◆ Task directions
Once you find a line containing the word "Supermercado" in the entries below, copy it.

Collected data
============

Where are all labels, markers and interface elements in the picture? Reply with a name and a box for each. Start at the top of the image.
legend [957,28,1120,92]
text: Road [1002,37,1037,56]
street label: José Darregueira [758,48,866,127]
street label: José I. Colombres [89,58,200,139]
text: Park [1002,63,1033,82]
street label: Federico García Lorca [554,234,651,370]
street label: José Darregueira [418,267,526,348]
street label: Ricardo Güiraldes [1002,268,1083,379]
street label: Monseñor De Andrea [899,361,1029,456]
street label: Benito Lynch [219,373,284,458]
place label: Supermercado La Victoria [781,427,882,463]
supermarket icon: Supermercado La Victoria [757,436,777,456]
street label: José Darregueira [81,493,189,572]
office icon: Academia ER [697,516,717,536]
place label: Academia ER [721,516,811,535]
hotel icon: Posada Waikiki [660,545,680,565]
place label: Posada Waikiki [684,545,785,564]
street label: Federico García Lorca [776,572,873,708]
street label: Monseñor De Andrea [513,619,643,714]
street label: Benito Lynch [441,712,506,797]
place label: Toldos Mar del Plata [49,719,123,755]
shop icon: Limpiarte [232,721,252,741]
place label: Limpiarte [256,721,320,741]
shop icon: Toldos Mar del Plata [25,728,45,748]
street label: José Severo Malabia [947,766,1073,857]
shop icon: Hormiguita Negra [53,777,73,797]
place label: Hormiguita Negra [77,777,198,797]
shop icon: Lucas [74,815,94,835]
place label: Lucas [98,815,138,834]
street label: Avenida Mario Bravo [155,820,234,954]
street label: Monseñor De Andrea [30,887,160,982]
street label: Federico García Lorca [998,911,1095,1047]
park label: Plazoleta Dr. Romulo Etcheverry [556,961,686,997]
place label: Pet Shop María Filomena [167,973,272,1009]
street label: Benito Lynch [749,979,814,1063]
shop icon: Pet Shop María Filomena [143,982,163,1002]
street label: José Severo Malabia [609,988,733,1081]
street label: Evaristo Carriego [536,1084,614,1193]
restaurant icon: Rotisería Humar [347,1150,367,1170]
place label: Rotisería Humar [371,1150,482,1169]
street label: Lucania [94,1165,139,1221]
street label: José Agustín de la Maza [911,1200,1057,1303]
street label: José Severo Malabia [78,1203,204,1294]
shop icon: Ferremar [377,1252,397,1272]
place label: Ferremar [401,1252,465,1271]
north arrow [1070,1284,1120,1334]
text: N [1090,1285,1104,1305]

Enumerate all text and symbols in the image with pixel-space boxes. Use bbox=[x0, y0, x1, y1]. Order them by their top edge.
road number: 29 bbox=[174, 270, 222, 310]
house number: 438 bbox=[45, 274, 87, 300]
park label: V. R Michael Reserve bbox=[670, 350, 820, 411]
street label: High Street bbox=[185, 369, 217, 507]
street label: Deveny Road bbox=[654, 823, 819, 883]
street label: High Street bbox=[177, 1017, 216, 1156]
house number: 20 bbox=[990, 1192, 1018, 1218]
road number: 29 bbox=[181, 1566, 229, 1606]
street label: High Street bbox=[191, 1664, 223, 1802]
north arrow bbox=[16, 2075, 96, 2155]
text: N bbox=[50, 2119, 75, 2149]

============

◆ The answer
place label: Supermercado La Victoria [781,427,882,463]
supermarket icon: Supermercado La Victoria [757,436,777,456]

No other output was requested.